METHODS : Roots were collected from a forest tree (Corymbia calophylla) across a disturbance gradient. Soil collected
from the same disturbance gradient was used in a glasshouse bioassay with C. calophylla as the bioassay
host (i.e., soil propagule community). After four months, we harvested the seedlings and collected roots. DNA
was extracted from the field roots (resident community) and glasshouse roots (propagule community), amplified
with fungal specific primers, labelled with specific barcodes and subjected to 454 pyrosequencing.
RESULTS : Mycorrhizal fungal community composition overlapped substantially between the soil propagule and
resident communities.
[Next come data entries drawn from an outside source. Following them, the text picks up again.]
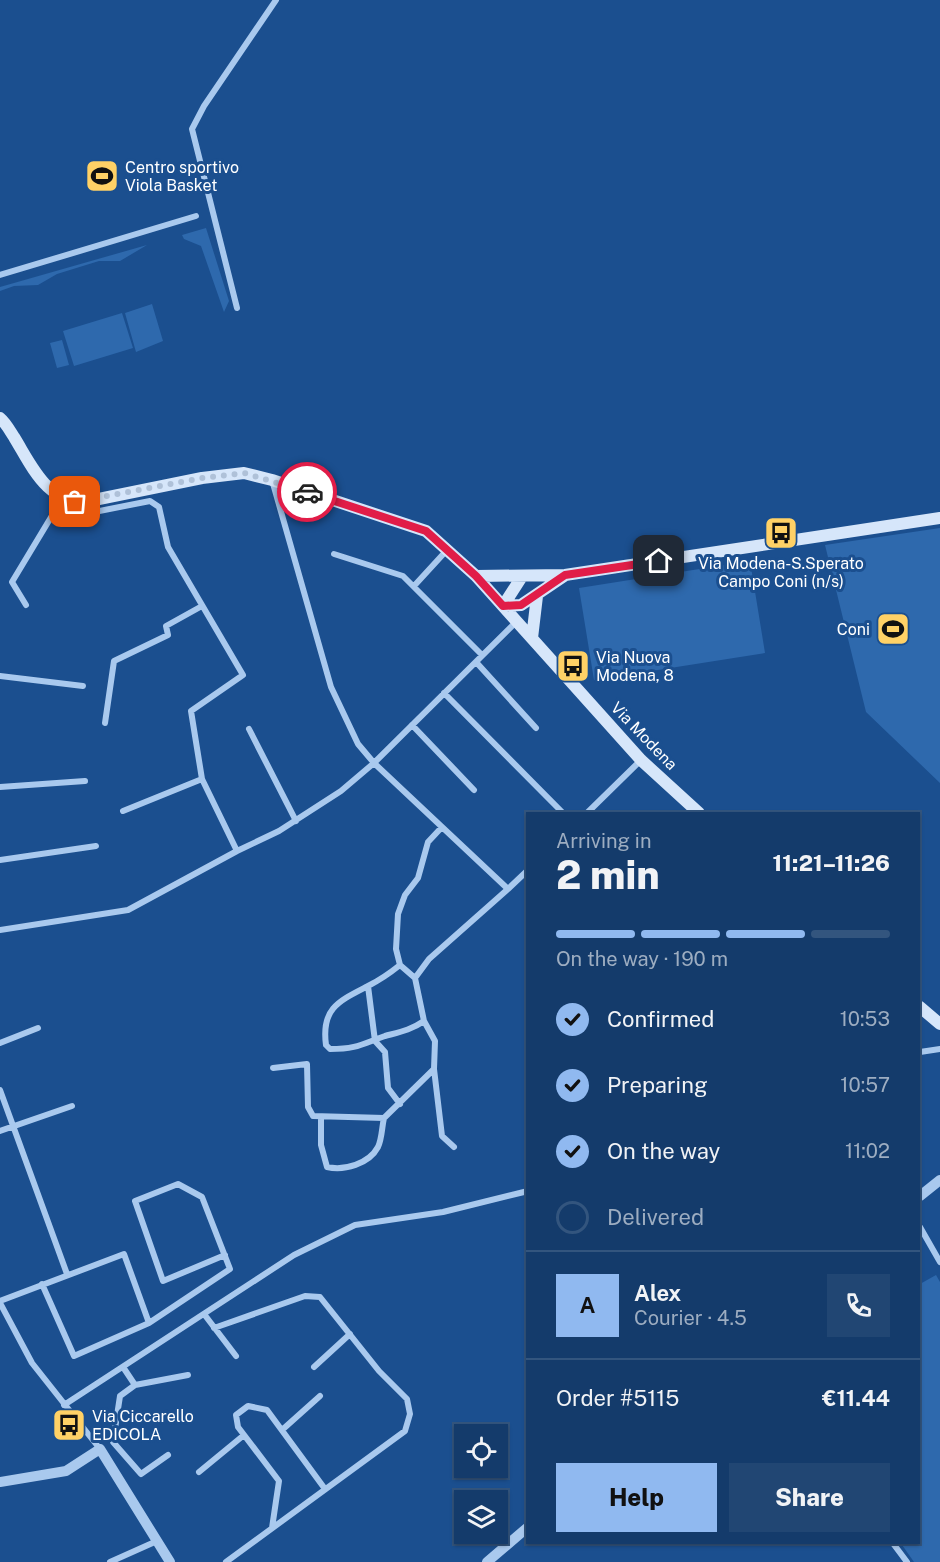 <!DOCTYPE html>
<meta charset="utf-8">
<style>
:root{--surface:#143b6b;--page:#214673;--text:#f1f3f6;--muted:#9dadc1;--line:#33557e;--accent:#90b9f0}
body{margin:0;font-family:"Public Sans",sans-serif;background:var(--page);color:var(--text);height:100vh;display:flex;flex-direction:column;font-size:22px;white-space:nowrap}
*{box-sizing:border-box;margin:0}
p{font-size:20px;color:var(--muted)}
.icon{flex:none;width:33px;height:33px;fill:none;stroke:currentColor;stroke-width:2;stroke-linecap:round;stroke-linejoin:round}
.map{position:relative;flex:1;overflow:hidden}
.side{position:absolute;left:526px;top:812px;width:394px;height:732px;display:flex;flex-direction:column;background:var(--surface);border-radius:0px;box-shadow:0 2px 4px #0004,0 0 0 2px var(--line)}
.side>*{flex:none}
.controls{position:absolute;left:454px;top:1424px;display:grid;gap:12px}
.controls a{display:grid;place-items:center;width:54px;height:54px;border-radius:0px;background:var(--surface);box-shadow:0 2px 4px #0004,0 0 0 2px var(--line);font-size:30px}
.pin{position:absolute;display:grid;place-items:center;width:51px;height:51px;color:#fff;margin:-26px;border-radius:12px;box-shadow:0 3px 9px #0006}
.courier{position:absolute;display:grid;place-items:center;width:60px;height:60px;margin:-30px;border:4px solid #e11d48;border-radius:50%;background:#fff;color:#222;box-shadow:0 2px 8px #0007}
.overview em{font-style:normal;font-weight:800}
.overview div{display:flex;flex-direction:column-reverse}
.overview{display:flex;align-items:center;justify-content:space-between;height:102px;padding:0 30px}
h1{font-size:39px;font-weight:800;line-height:45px}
.bar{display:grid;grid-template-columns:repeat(4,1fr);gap:9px 6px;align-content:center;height:72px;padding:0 30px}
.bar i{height:8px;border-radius:4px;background:var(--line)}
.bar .selected{background:var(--accent)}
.bar p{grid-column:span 4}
.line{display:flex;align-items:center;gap:15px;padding:0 30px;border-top:2px solid var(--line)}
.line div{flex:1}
.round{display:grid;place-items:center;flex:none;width:63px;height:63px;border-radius:0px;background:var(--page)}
ol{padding:0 30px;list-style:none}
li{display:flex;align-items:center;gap:18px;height:66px}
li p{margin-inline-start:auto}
li .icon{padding:6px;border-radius:50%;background:var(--accent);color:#111;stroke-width:4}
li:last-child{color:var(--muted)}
li i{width:33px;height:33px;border:3px solid var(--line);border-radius:50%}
.primary-button{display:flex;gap:12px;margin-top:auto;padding:12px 30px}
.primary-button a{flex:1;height:69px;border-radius:0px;background:var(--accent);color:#111;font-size:24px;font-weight:800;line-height:69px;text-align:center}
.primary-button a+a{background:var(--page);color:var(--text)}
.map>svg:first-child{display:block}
.green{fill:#2e69ad}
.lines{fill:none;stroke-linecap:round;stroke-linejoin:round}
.minor{stroke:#a9c9ee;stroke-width:6}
.tertiary{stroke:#a9c9ee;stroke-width:10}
.secondary{stroke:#d6e6fa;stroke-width:12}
.done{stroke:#afc1d8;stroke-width:6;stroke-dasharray:0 10.8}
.route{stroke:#e11d48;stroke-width:8}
.labels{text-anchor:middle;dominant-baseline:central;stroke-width:6;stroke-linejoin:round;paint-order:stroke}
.poi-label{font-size:16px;fill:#fff;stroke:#1b4f8f;text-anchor:start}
.street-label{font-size:16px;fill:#fff;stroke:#1b4f8f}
</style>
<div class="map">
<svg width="940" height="1562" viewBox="0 0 940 1562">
<rect width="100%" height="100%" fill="#1b4f8f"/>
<path class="green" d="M206,228l23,73 -5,11 -23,-66 -17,-7 -2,-4z
M147,245l-27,16h-21l-42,13 -19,11 -24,1 -14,5v-4z
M152,304l11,37 -27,11 -11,-39z
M122,313l11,35 -59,18 -11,-35z
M62,340l7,25 -12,3 -7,-25z
M940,528v255l-74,-71 -41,-167z
M750,561l15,92 -171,27 -15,-92z
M936,1275l4,7v280h-26l-14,-20h20v-258z"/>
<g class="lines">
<path class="minor" d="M0,275l196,-59
M237,308l-45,-179 12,-23 72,-106
M272,480l59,207 27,57 16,19 134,126 20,-19
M56,512l13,5 81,-16 9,6 9,40 75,128 -52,36 11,68
M334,554l69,22 79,79
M414,586l33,-36
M26,605l-14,-23 50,-83
M476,662l60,66
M0,676l83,10
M444,693l119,120
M105,723l9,-62 54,-26 -2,-9 36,-20
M412,725l62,65
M249,729l47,92
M0,787l85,-6
M123,811l79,-32 35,72
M587,813l54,-53
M0,860l96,-14
M0,930l128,-20 109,-59 42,-20 62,-40 33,-28 142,-141
M400,965c-10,8 -20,15 -32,21 -29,15 -47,22 -42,59l4,4c27,0 32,-5 55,-13 15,-4 26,-6 39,-15
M415,978l-15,-13 -4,-16 2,-35 7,-19 13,-17 10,-36 14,-15
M368,986l7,55 10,11 3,36 12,16
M0,1043l38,-15
M920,1052l20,-3
M273,1068l34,-4 1,43 5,9 71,2 50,-49 1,-28 -11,-20 -9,-43 14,-19 79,-70
M434,1069l8,67 12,11
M0,1090l67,184
M321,1117v28l6,22c17,4 42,-3 51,-20 4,-8 4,-21 6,-29
M0,1131l72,-25
M920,1227l20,35
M0,1301l124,-47 25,69 -75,33 -32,-72
M0,1303l32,60 68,86
M204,1314l32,42
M149,1323l81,-54 -28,-72 -24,-13 -43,17 28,80 62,-26
M214,1328l91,-32 15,1 59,74 28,28 3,15 -5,17 -179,131
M123,1367l12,18 53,-10
M314,1367l36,-33
M135,1385l-15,11 -7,46 28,32 27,-19
M64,1405l230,-150 61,-30 88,-13 85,-21
M282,1430l38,-34
M199,1472l45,-37
M272,1528l7,-47 -41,-54 -2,-12 12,-9 19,4 58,79
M892,1542l15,20
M110,1562l47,-21"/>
<path class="tertiary" d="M920,1196l20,-16
M0,1482l66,-11 34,-22 70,113
M487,1562l41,-35"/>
<path class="secondary" d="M0,418c6,5 10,13 14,19 19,31 33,67 75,64l113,-23 42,-5 28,7 154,51 50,45 165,184 58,53
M476,576l89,-1 375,-57
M503,606l18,-1 43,-29
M503,606l18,-28
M532,638l5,-42
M920,1007l20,17"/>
</g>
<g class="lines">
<path class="done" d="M75,502l127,-24 42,-5 63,19"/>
<path class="route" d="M307,492l119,39 50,45 27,30 18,-1 44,-30 94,-14"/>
</g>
<defs>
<symbol id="stadium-square" viewBox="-11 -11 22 22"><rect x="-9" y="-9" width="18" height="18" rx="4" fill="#ffd166" stroke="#1b4f8f"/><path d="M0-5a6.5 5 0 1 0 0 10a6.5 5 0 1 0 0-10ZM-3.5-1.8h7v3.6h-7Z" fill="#111"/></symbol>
<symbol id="bus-square" viewBox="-11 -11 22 22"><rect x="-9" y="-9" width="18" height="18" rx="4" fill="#ffd166" stroke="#1b4f8f"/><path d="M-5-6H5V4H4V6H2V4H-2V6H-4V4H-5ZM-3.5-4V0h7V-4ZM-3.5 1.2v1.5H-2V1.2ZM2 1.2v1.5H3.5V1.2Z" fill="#111"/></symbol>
</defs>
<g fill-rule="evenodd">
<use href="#stadium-square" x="83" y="157" width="38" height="38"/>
<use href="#bus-square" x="762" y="514" width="38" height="38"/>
<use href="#stadium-square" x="874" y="610" width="38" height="38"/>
<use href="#bus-square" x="554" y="647" width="38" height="38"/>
<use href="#bus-square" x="50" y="1406" width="38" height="38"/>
</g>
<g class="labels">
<g class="poi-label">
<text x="125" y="167">Centro sportivo<tspan x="125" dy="18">Viola Basket</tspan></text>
<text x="781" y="563" text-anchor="middle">Via Modena-S.Sperato<tspan x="781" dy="18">Campo Coni (n/s)</tspan></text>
<text x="870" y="629" text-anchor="end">Coni</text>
<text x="596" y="657">Via Nuova<tspan x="596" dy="18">Modena, 8</tspan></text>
<text x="92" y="1416">Via Ciccarello<tspan x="92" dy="18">EDICOLA</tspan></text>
</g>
<g class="street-label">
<text transform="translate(644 736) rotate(46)">Via Modena</text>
</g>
</g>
</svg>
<div class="controls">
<a><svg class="icon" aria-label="locate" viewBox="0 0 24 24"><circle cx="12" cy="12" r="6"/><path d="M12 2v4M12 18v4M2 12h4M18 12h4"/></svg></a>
<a><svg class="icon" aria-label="layers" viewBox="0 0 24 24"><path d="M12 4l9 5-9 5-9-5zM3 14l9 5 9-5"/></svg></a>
</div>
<div class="pin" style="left:75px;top:502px;background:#ea580c"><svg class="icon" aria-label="bag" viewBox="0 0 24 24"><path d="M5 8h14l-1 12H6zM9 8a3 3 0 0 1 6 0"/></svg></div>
<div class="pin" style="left:659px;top:561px;background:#1f2937"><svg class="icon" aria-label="home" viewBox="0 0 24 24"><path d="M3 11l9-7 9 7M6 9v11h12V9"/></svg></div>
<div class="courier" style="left:307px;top:492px"><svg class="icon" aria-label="car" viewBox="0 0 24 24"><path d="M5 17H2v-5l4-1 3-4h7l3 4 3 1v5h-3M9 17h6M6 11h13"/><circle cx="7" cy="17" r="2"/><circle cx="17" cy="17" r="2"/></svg></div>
<section class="side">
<div class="overview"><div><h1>2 min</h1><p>Arriving in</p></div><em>11:21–11:26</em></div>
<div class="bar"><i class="selected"></i><i class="selected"></i><i class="selected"></i><i></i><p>On the way · 190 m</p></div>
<ol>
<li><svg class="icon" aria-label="check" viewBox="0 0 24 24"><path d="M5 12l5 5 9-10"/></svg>Confirmed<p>10:53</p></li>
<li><svg class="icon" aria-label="check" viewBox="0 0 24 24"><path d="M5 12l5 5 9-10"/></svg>Preparing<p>10:57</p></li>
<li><svg class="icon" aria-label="check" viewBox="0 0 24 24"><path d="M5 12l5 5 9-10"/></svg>On the way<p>11:02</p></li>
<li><i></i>Delivered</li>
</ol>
<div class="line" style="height:108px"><b class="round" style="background:var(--accent);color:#111">A</b><div><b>Alex</b><p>Courier · 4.5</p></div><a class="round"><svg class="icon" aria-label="phone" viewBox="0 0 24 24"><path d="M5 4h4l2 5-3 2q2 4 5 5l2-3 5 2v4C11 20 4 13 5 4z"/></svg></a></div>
<div class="line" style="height:78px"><div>Order #5115</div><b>€11.44</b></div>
<div class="primary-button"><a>Help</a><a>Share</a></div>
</section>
</div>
However, the resident community had greater mycorrhizal fungal richness than the soil
propagule community. Habitat fragmentation had a similar effect on each community structure: communities
along highly fragmented areas had different community compositions than communities in a healthy forest.
CONCLUSION : With the increased mortality of C. calophylla forest trees in recent years along edge habitats, understanding
the effects habitat fragmentation has on communities of mycorrhizal fungi will further elucidate
host-mutualist interactions in these forest ecosystems. The changes in community composition of mycorrhizal
fungal species in both propagule and resident pools can have cascading effects on future tree establishment and
health by predisposing forest trees to other abiotic or biotic factors.